AIM OF THE EXERCISE:
The entries that follow should be repeated exactly, with no pictures kept.

(Items from a dataset)
#####

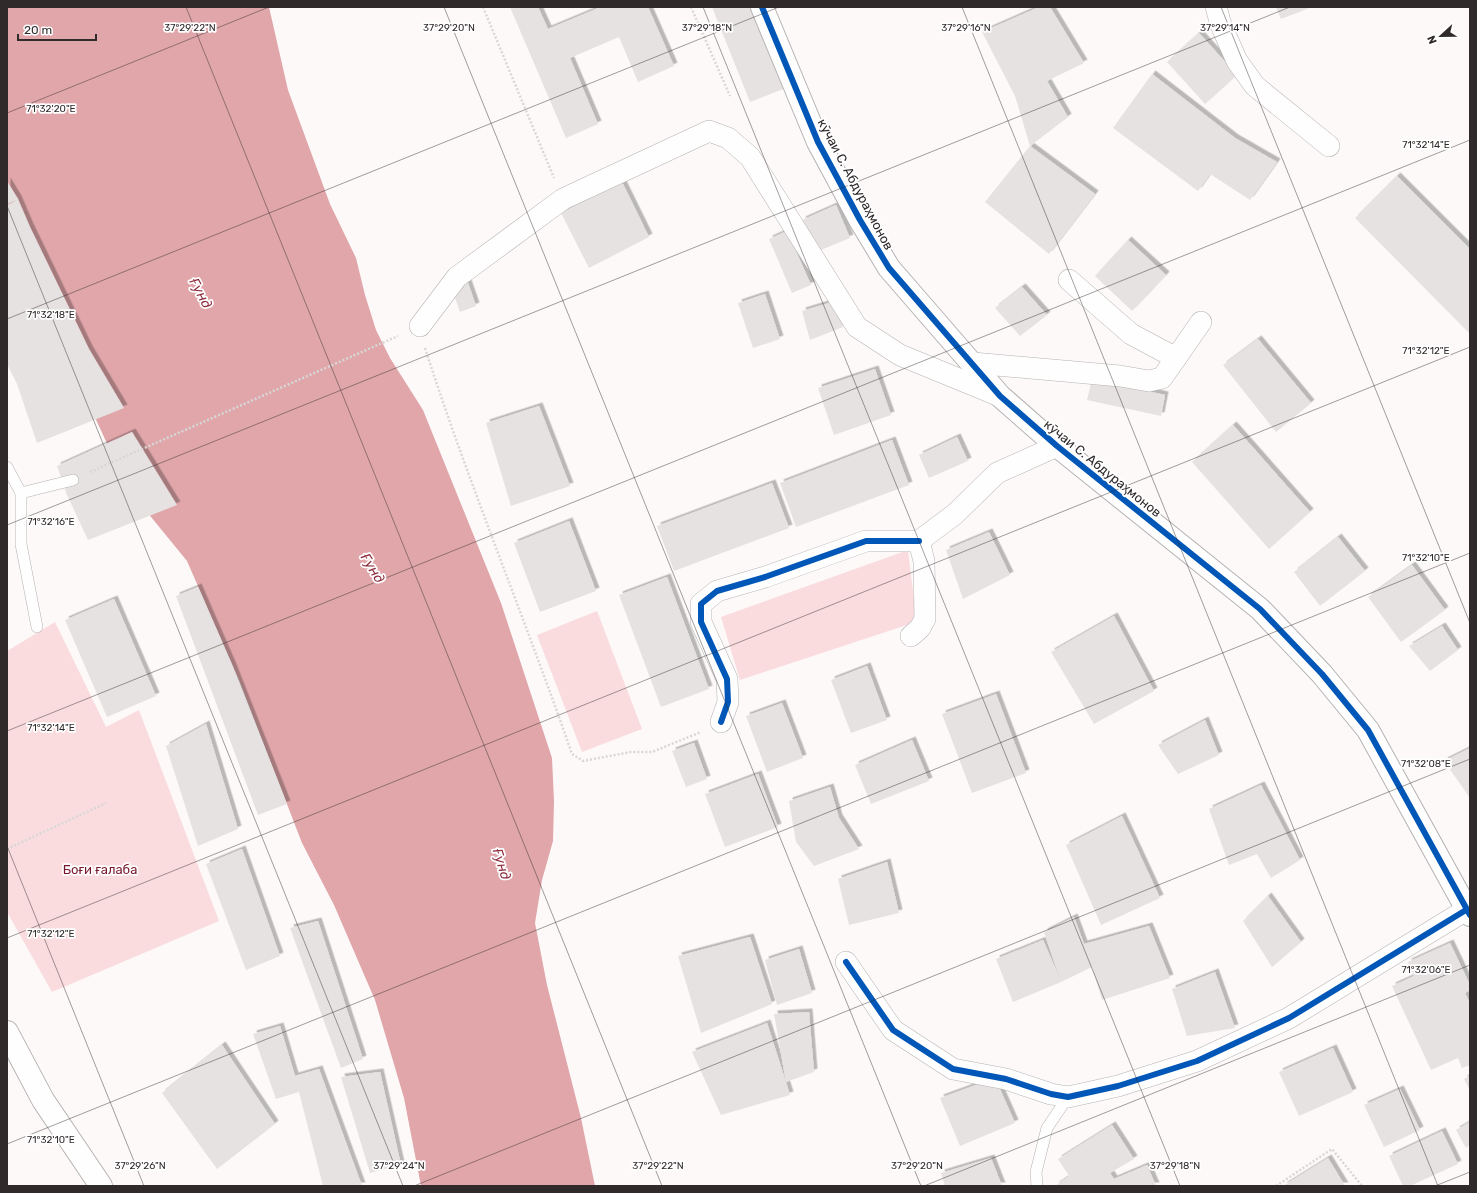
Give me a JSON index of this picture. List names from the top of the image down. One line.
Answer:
{"streets":{"street":["кӯчаи С. Абдураҳмонов"]},"water":["Ғунд"],"parks":["Боғи ғалаба"],"scale_bar":"20 m","north":"left","coordinates":["37°29'16\"N","37°29'14\"N","37°29'22\"N","37°29'20\"N","37°29'18\"N","71°32'20\"E","71°32'14\"E","71°32'18\"E","71°32'12\"E","71°32'16\"E","71°32'10\"E","71°32'08\"E","71°32'06\"E","37°29'26\"N","37°29'24\"N"]}
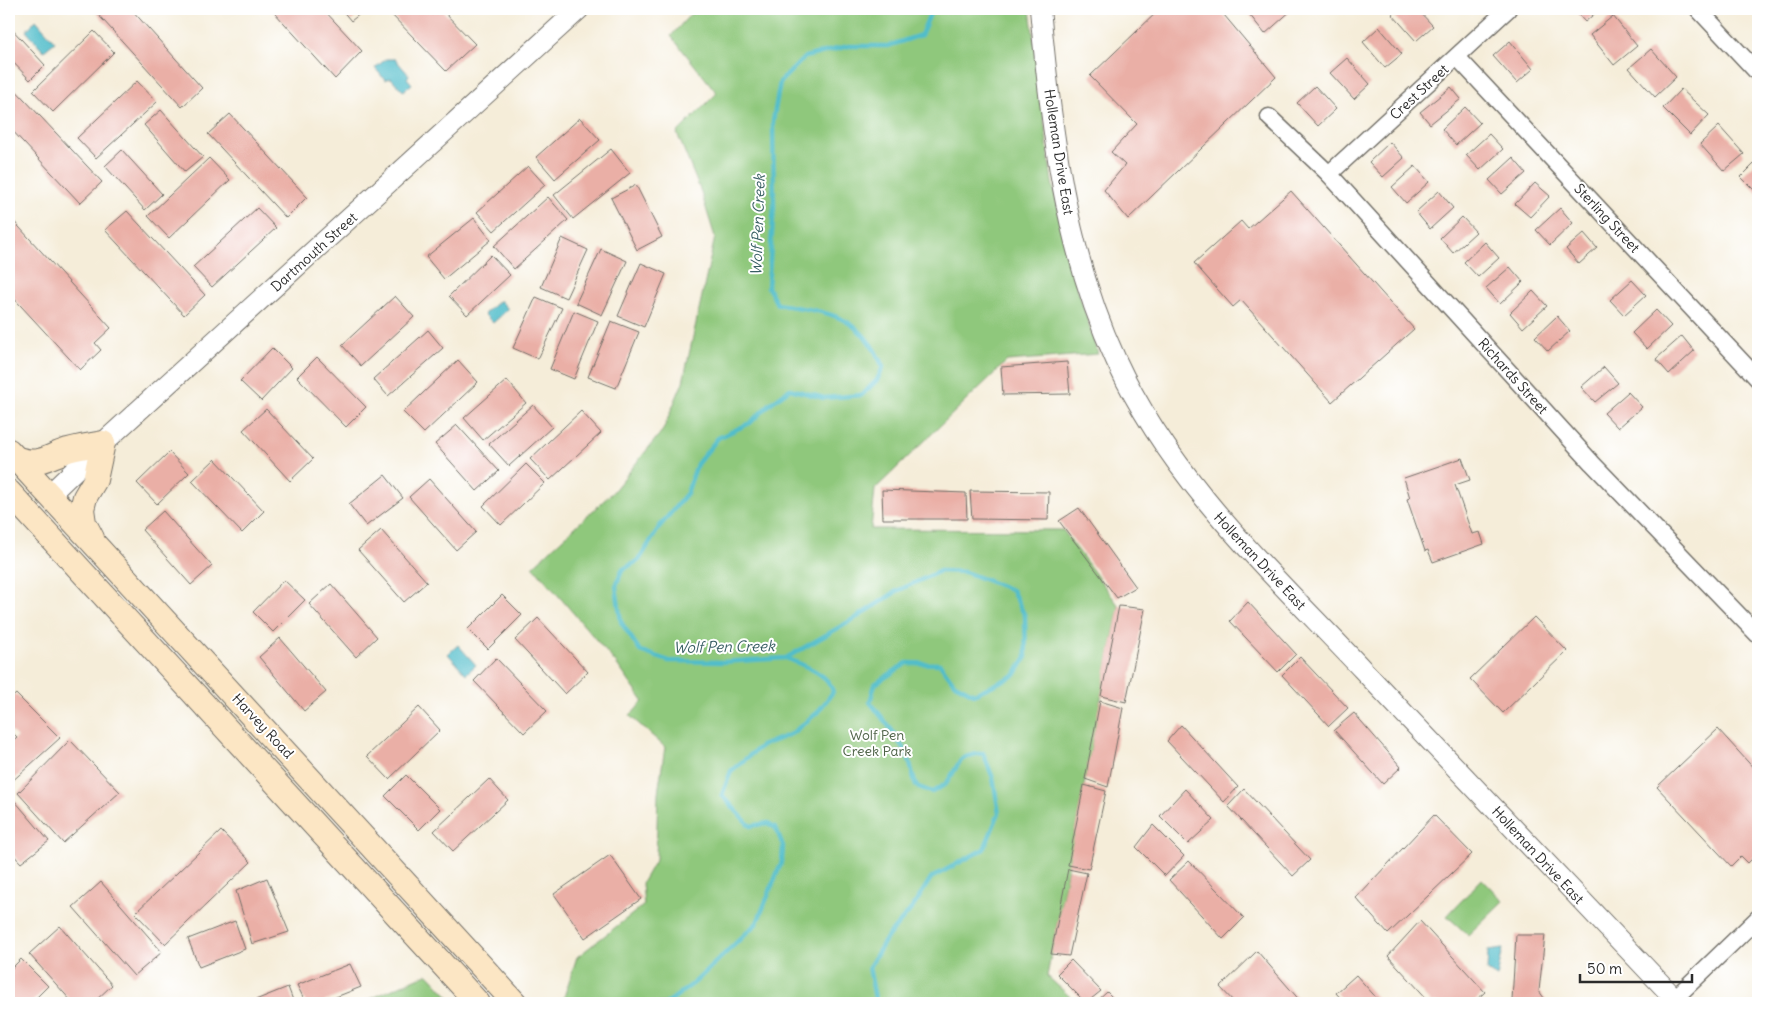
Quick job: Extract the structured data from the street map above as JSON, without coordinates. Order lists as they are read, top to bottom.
{
  "streets": {
    "main road": ["Harvey Road"],
    "street": [
      "Crest Street",
      "Holleman Drive East",
      "Sterling Street",
      "Dartmouth Street",
      "Richards Street"
    ]
  },
  "crossings": [
    ["Crest Street", "Sterling Street"],
    ["Crest Street", "Richards Street"],
    ["Dartmouth Street", "Harvey Road"]
  ],
  "water": ["Wolf Pen Creek"],
  "parks": ["Wolf Pen Creek Park"],
  "scale_bar": "50 m"
}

#####

RESULT OF THIS EXERCISE:
Give me a JSON index of this picture. List names from the top of the image down. One line.
Answer:
{"streets":{"street":["кӯчаи С. Абдураҳмонов"]},"water":["Ғунд"],"parks":["Боғи ғалаба"],"scale_bar":"20 m","north":"left","coordinates":["37°29'16\"N","37°29'14\"N","37°29'22\"N","37°29'20\"N","37°29'18\"N","71°32'20\"E","71°32'14\"E","71°32'18\"E","71°32'12\"E","71°32'16\"E","71°32'10\"E","71°32'08\"E","71°32'06\"E","37°29'26\"N","37°29'24\"N"]}
Quick job: Extract the structured data from the street map above as JSON, without coordinates. Order lists as they are read, top to bottom.
{
  "streets": {
    "main road": ["Harvey Road"],
    "street": [
      "Crest Street",
      "Holleman Drive East",
      "Sterling Street",
      "Dartmouth Street",
      "Richards Street"
    ]
  },
  "crossings": [
    ["Crest Street", "Sterling Street"],
    ["Crest Street", "Richards Street"],
    ["Dartmouth Street", "Harvey Road"]
  ],
  "water": ["Wolf Pen Creek"],
  "parks": ["Wolf Pen Creek Park"],
  "scale_bar": "50 m"
}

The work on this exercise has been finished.